<<Tercer triunfo consecutivo de la Burdeos, esta vez ante el intratable líder, un Inter Victoria que siempre fue a remolque en el marcador ante el juego colectivo local>>
El nuevo año no pudo comenzar de mejor manera para Independiente de Vallecas, y eso que el invitado para dar el pistoletazo de salida al 2026 no parecía el más propicio para continuar la buena racha burdeos. El Inter Victoria se presentaba en el Wilfred Agbonavare como líder, con 9 victorias y tan solo una estrecha derrota (1-0 contra Mar Abierto) en 10 partidos y únicamente con 5 tantos encajados.
Los locales, después de un inicio de competición muy lejos de su nivel, llegaban tras dos victorias balsámicas (siendo la última una espectacular remontada de 3-0 a 3-4) y, desde el primer momento, se empeñaron en amargar el retorno a la competición al claro dominador del grupo 19 de la Segunda de Aficionados.
La Burdeos, que semana a semana se va viendo como un equipo más sólido, saltó al verde como un bloque, compacto, intenso, que cerraba cualquier espacio por el que el Inter Victoria tratara de progresar y que, cuando le tocaba atacar, tenía las ideas claras y era capaz de generar ocasiones mediante juego colectivo.

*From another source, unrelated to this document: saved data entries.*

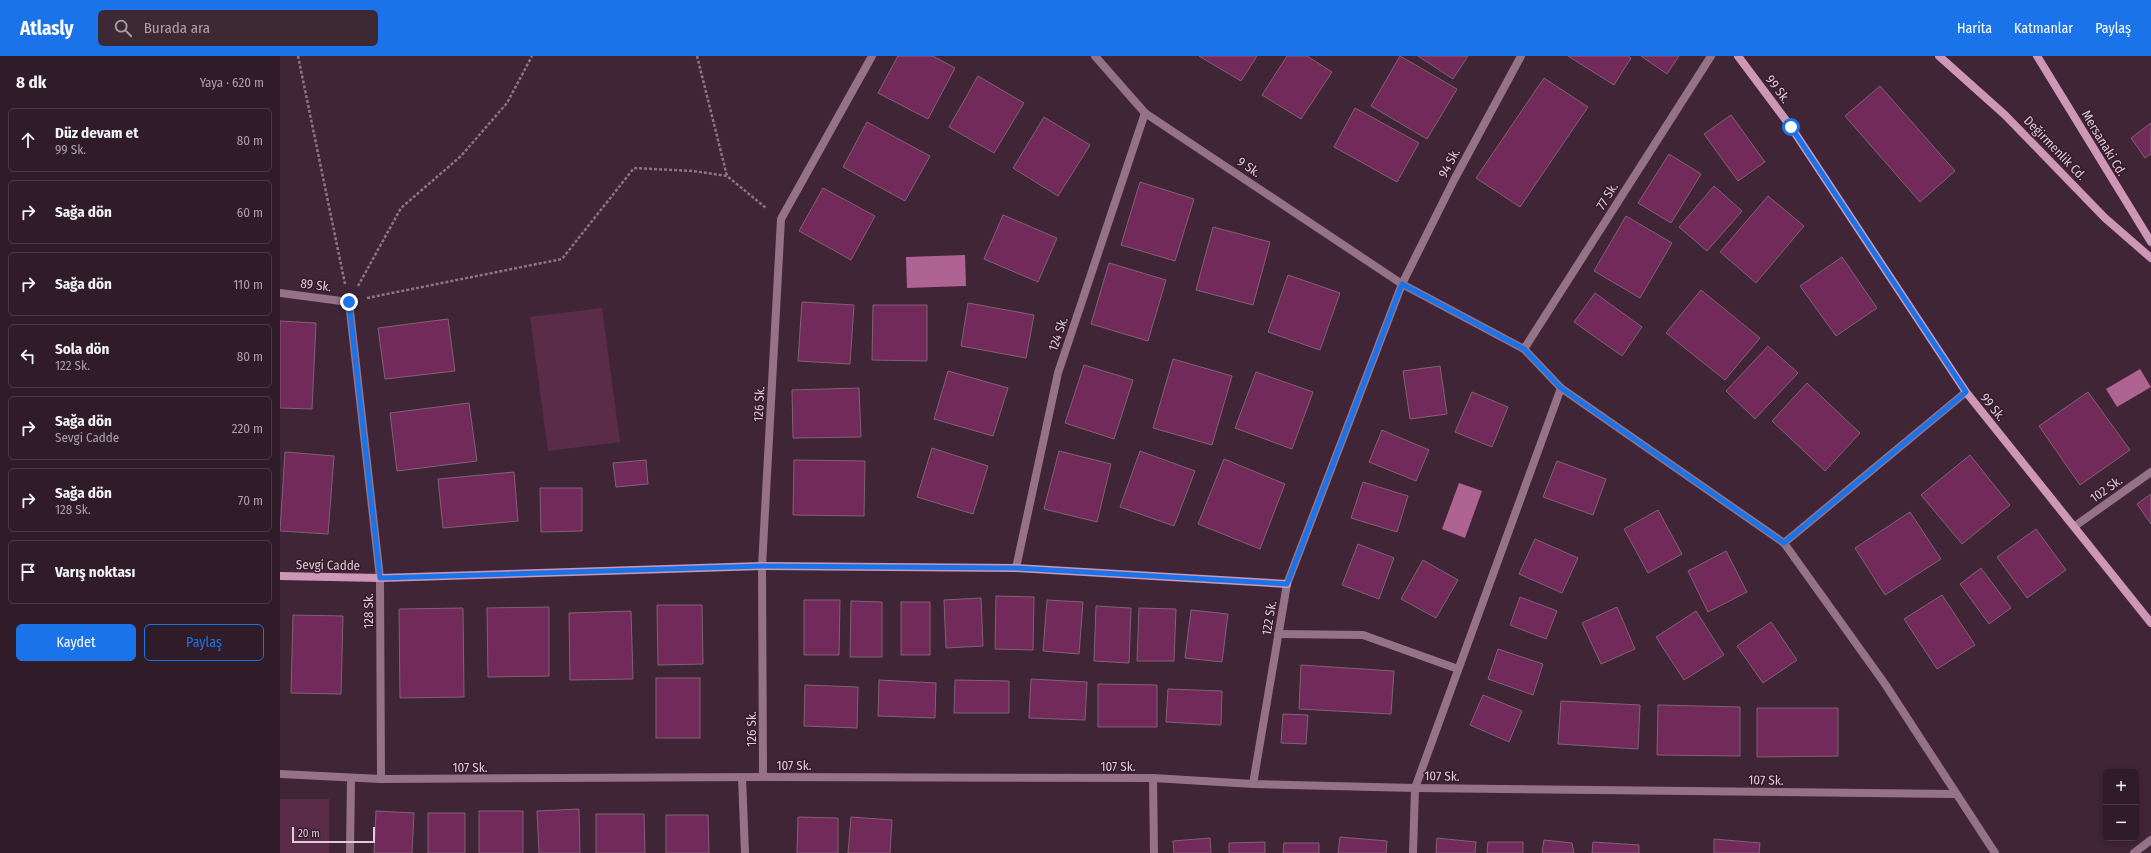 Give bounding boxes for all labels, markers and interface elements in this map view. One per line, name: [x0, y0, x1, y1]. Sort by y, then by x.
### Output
search box: [98, 10, 378, 46]
text: Atlasly: [20, 17, 74, 40]
icon: search: [112, 17, 134, 39]
text: Burada ara: [144, 19, 210, 37]
text: Harita: [1957, 20, 1992, 37]
text: Katmanlar: [2014, 20, 2073, 37]
text: Paylaş: [2095, 20, 2131, 37]
text: 8 dk: [16, 72, 46, 93]
street label: 99 Sk.: [1763, 72, 1793, 106]
text: Yaya · 620 m: [200, 75, 264, 90]
street label: Mersanaki Cd.: [2079, 108, 2129, 179]
street label: Değirmenlik Cd.: [2021, 113, 2089, 183]
route start: [1782, 118, 1800, 136]
text: Düz devam et: [55, 124, 138, 142]
icon: ahead: [17, 129, 39, 151]
text: 80 m: [237, 133, 263, 148]
text: 99 Sk.: [55, 142, 86, 157]
street label: 94 Sk.: [1435, 146, 1463, 180]
street label: 9 Sk.: [1235, 154, 1264, 180]
street label: 77 Sk.: [1593, 180, 1621, 212]
icon: right: [17, 201, 39, 223]
text: Sağa dön: [55, 203, 112, 221]
text: 60 m: [237, 205, 263, 220]
icon: right: [17, 273, 39, 295]
text: Sağa dön: [55, 275, 112, 293]
street label: 89 Sk.: [300, 276, 333, 294]
text: 110 m: [233, 277, 263, 292]
route end: [340, 293, 358, 311]
street label: 124 Sk.: [1045, 315, 1071, 353]
text: Sola dön: [55, 340, 109, 358]
icon: left: [17, 345, 39, 367]
text: 80 m: [237, 349, 263, 364]
text: 122 Sk.: [55, 358, 90, 373]
street label: 126 Sk.: [751, 386, 767, 422]
street label: 99 Sk.: [1977, 390, 2009, 424]
text: Sağa dön: [55, 412, 112, 430]
icon: right: [17, 417, 39, 439]
text: 220 m: [232, 421, 263, 436]
text: Sevgi Cadde: [55, 430, 119, 445]
street label: 102 Sk.: [2087, 472, 2125, 505]
text: Sağa dön: [55, 484, 112, 502]
icon: right: [17, 489, 39, 511]
text: 70 m: [238, 493, 263, 508]
text: 128 Sk.: [55, 502, 91, 517]
street label: Sevgi Cadde: [296, 557, 360, 573]
icon: arrive: [17, 561, 39, 583]
text: Varış noktası: [55, 563, 135, 581]
street label: 128 Sk.: [361, 593, 376, 629]
street label: 122 Sk.: [1259, 599, 1279, 636]
button: Kaydet: [16, 624, 136, 661]
button: Paylaş: [144, 624, 264, 661]
street label: 126 Sk.: [744, 711, 759, 747]
street label: 107 Sk.: [776, 758, 812, 773]
street label: 107 Sk.: [1100, 759, 1136, 774]
street label: 107 Sk.: [452, 760, 488, 775]
street label: 107 Sk.: [1424, 768, 1460, 784]
map controls: [2103, 769, 2139, 841]
button: +: [2103, 769, 2139, 805]
street label: 107 Sk.: [1748, 772, 1784, 788]
button: −: [2103, 805, 2139, 841]
scale bar: [292, 825, 375, 844]
text: 20 m: [298, 827, 320, 840]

De esta manera, cuando se llevaban disputados veinte minutos, llegaría el primer tanto de la tarde: una escapada de Isma por banda izquierda, en la que regateó al lateral, pasó atrás hacia el pico del área y Ángel, de primeras, puso el balón por alto en el segundo palo.
Diez minutos más tarde, los locales doblarían su ventaja tras una recuperación alta de Abdoulaye, que permitió a Jeremy recibir el balón en la frontal y embolsarlo por el palo corto.
Por desgracia para los intereses de Independiente, el resultado no pudo mantenerse hasta el descanso ya que, tras un córner señalado por la polémica y casi nunca sancionada infracción de los 8 segundos, el líder recortaría distancias para ponerle aún más picante a la segunda mitad. Además, Ángel Sidera tuvo que ser sustituido por lesión por un Carlos Antúnez que hacía su re-debut con la casaca burdeos que ya vistió hace un par de temporadas.
Después de haber tenido un primer tiempo bastante controlado, en el que se había conseguido limitar el juego ofensivo visitante casi al máximo, los locales tenían ante sí toda una prueba de carácter, personalidad y saber estar para demostrar si eran capaces de mantener el resultado y resistir ante la más que previsible reacción del Inter.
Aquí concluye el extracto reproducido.